Wednesday would have been Julia Child’s 100th birthday. For this year’s St. Julia’s Day dinner (previous efforts here, here, and here), I wanted to pay tribute to what I used to call “god’s pantry”: her seemingly infinite supply of ingredients that were always on hand in her fridge, freezer, or cabinets. (If you’ve watched more than a few of her shows, you know she stockpiles toasted french bread rounds, egg whites, cheese rinds – anything that could be used as a building block for another dish.) This dinner would have to be assembled from ingredients already at hand – with the exception of fresh vegetables – and would have to be prepared from a Mastering the Art of French Cooking recipe.

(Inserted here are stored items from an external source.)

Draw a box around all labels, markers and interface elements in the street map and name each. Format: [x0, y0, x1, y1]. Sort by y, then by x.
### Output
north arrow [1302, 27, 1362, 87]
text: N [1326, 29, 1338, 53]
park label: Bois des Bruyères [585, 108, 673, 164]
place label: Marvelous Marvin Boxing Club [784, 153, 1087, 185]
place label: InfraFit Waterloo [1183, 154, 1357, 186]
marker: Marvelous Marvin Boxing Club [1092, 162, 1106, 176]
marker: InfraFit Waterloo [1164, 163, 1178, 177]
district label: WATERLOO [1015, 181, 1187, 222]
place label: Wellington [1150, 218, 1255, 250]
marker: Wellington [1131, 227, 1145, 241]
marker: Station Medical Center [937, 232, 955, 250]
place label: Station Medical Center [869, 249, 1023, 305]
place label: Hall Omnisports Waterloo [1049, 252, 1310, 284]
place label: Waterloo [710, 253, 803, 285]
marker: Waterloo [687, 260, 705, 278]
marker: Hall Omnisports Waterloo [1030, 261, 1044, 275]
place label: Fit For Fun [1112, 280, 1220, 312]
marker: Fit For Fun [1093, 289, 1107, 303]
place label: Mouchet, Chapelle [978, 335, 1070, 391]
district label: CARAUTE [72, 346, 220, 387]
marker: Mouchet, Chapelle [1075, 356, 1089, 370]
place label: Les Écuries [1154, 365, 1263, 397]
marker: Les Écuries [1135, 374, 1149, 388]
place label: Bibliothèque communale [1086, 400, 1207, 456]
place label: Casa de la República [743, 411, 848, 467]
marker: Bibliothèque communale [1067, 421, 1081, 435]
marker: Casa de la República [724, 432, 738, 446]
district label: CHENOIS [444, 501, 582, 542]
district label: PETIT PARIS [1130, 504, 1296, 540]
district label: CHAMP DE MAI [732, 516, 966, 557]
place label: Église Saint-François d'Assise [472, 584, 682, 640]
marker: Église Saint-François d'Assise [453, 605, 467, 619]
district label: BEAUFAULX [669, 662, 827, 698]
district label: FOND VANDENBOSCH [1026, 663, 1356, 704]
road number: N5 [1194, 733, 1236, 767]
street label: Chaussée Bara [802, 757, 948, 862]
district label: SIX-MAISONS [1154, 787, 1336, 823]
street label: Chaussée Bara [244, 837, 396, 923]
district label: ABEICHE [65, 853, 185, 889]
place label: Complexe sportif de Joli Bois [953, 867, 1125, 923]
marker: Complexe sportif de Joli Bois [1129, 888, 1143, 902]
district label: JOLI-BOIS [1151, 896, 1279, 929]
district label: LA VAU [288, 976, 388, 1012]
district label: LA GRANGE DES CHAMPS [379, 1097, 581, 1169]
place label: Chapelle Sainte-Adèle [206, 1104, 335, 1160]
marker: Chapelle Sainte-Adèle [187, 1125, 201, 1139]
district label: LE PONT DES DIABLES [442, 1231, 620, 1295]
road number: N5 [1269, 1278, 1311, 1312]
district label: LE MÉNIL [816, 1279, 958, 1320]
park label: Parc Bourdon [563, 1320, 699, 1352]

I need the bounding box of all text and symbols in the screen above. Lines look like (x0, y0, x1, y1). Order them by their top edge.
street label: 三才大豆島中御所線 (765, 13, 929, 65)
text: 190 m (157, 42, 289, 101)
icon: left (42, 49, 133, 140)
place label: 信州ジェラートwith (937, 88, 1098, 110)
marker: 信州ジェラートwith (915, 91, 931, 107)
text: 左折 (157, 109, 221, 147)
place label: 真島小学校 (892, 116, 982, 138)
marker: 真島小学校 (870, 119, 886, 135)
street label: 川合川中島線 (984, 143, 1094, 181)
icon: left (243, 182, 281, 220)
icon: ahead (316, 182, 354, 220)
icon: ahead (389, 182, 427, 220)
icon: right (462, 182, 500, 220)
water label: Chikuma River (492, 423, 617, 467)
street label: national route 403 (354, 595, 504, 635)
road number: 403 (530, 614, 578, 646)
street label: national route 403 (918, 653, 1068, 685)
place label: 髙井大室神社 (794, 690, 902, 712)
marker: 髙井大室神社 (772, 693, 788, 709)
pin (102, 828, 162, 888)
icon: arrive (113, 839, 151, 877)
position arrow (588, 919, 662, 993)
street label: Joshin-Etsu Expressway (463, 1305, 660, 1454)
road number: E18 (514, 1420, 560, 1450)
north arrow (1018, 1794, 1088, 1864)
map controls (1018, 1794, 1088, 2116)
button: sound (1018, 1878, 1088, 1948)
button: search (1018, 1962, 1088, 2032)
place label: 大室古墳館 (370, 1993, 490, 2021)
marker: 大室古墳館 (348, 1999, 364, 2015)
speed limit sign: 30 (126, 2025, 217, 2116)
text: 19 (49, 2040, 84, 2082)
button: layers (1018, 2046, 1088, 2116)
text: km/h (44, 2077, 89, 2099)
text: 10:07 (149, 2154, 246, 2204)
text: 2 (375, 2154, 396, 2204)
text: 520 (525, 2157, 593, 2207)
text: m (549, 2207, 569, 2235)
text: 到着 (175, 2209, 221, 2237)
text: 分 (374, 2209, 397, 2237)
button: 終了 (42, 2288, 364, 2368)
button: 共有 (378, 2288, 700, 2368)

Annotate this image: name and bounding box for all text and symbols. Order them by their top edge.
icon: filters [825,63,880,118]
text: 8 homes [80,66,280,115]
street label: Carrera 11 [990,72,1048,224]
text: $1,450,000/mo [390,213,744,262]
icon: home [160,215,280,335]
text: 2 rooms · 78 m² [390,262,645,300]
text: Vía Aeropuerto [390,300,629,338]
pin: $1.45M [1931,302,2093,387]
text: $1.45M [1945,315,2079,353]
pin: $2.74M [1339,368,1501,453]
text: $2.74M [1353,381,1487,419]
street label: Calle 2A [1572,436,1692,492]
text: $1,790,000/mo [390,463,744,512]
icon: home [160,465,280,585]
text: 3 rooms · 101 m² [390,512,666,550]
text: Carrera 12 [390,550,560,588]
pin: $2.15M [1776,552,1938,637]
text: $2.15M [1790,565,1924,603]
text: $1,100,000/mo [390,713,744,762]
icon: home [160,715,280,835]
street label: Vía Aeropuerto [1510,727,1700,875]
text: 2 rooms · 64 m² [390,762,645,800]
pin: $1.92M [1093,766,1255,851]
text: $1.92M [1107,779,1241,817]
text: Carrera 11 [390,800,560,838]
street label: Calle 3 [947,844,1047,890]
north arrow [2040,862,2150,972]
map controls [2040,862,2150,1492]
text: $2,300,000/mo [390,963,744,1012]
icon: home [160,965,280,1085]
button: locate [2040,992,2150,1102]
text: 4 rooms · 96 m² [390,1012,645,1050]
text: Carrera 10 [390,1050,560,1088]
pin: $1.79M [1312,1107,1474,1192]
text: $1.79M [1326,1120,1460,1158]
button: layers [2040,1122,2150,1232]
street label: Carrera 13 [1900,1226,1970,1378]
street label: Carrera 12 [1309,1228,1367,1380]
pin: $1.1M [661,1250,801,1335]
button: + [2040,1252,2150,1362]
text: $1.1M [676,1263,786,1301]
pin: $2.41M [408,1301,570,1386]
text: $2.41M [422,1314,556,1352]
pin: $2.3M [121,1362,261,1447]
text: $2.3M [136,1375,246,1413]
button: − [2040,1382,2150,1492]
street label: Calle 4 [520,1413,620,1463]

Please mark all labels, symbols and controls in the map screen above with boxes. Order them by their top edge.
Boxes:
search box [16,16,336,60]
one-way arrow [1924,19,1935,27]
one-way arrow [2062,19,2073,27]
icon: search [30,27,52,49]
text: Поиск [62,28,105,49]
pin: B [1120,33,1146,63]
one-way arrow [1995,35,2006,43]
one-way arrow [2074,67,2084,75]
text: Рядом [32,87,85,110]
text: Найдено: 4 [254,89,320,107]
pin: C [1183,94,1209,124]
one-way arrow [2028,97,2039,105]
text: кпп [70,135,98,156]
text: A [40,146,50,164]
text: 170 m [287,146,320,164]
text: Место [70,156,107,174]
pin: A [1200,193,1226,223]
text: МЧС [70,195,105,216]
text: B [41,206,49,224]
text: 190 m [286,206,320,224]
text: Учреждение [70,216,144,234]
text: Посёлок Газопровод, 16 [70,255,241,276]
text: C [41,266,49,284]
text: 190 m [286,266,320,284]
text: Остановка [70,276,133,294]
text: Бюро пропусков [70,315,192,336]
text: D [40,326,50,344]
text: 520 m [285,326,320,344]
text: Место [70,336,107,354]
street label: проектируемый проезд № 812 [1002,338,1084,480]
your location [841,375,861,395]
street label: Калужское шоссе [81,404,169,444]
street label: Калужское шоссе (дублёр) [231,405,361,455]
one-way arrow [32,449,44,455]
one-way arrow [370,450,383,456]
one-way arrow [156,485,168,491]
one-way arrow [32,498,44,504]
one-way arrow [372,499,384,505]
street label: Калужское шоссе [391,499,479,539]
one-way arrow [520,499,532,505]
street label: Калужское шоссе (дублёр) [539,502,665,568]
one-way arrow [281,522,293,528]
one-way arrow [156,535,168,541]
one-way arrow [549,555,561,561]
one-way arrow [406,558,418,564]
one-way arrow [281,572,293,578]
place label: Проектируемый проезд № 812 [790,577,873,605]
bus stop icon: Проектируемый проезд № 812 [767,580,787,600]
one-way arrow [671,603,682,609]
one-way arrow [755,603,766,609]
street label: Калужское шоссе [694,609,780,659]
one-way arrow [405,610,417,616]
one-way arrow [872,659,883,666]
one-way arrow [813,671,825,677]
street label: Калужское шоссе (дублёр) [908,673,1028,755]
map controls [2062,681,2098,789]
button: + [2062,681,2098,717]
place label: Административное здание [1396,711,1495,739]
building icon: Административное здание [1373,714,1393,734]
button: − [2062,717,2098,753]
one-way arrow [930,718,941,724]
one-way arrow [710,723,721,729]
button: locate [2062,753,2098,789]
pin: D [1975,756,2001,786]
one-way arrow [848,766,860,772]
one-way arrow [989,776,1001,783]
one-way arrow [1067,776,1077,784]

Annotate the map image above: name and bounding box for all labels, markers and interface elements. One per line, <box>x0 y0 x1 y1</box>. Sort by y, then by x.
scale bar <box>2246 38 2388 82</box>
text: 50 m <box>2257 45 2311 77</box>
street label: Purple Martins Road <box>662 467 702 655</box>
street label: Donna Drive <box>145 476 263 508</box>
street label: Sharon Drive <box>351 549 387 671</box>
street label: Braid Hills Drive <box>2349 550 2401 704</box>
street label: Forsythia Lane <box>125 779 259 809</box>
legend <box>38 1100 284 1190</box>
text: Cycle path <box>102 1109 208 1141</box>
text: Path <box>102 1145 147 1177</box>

I had just completed an inventory of the Belm Utility Research Kitchen Deep Storage Facility (archived online to assist with meal planning and shopping) which helped me locate a vacuum-sealed bag of confited goose legs, a Charcutepalooza leftover. I also found a chunk of slab bacon, some whole roasted potatoes (from a recently completed project that will be a future post), and a small container of duck fat.
Since we were having a dinner guest, I assembled a quick appetizer: a “caprese salad” made with diced tomatoes, a scoop each of basil and mozzarella ice cream, and a dusting of olive oil powder (photo above).
I cut the bacon into lardons, crisped them in a pan and used the rendered fat to roast some brussels sprouts. I sliced the potatoes into thick slabs, then used a ring cutter to punch out one inch discs, which were sautéed in the duck fat. The legs received the standard treatment: low heat to warm them up, then a blast of high heat to crisp the skin. In less than an hour we dined on this:
It was a little rich for a summer meal, but, as Her Saintliness is known for saying, “everything in moderation.”
Last week I saw the ultimate gesture of respect just blocks away from Julia’s old home, in front of Savenor’s, her favorite butcher:
I pity the fool who accidentally takes a jackhammer to that autograph.